▶ _DIRECTIONS_: Please retype the whole listing so that it matches the original exactly.

▶ _INPUT_:
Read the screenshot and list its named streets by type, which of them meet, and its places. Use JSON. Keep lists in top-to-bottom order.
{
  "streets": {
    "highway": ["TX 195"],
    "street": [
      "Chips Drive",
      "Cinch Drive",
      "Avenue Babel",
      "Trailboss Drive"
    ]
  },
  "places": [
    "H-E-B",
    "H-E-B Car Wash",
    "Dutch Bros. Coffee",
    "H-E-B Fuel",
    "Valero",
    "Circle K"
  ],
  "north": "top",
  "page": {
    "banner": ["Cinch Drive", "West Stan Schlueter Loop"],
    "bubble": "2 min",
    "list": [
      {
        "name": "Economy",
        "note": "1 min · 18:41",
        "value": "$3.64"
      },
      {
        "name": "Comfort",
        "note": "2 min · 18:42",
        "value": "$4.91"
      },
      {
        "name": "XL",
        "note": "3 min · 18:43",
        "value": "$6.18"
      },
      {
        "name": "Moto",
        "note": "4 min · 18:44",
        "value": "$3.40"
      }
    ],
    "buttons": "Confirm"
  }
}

▶ _TASK OUTPUT_:
Read the screenshot and list its named streets by type, which of them meet, and its places. Use JSON. Keep lists in top-to-bottom order.
{
  "streets": {
    "highway": ["TX 195"],
    "street": [
      "Chips Drive",
      "Cinch Drive",
      "Avenue Babel",
      "Trailboss Drive"
    ]
  },
  "places": [
    "H-E-B",
    "H-E-B Car Wash",
    "Dutch Bros. Coffee",
    "H-E-B Fuel",
    "Valero",
    "Circle K"
  ],
  "north": "top",
  "page": {
    "banner": ["Cinch Drive", "West Stan Schlueter Loop"],
    "bubble": "2 min",
    "list": [
      {
        "name": "Economy",
        "note": "1 min · 18:41",
        "value": "$3.64"
      },
      {
        "name": "Comfort",
        "note": "2 min · 18:42",
        "value": "$4.91"
      },
      {
        "name": "XL",
        "note": "3 min · 18:43",
        "value": "$6.18"
      },
      {
        "name": "Moto",
        "note": "4 min · 18:44",
        "value": "$3.40"
      }
    ],
    "buttons": "Confirm"
  }
}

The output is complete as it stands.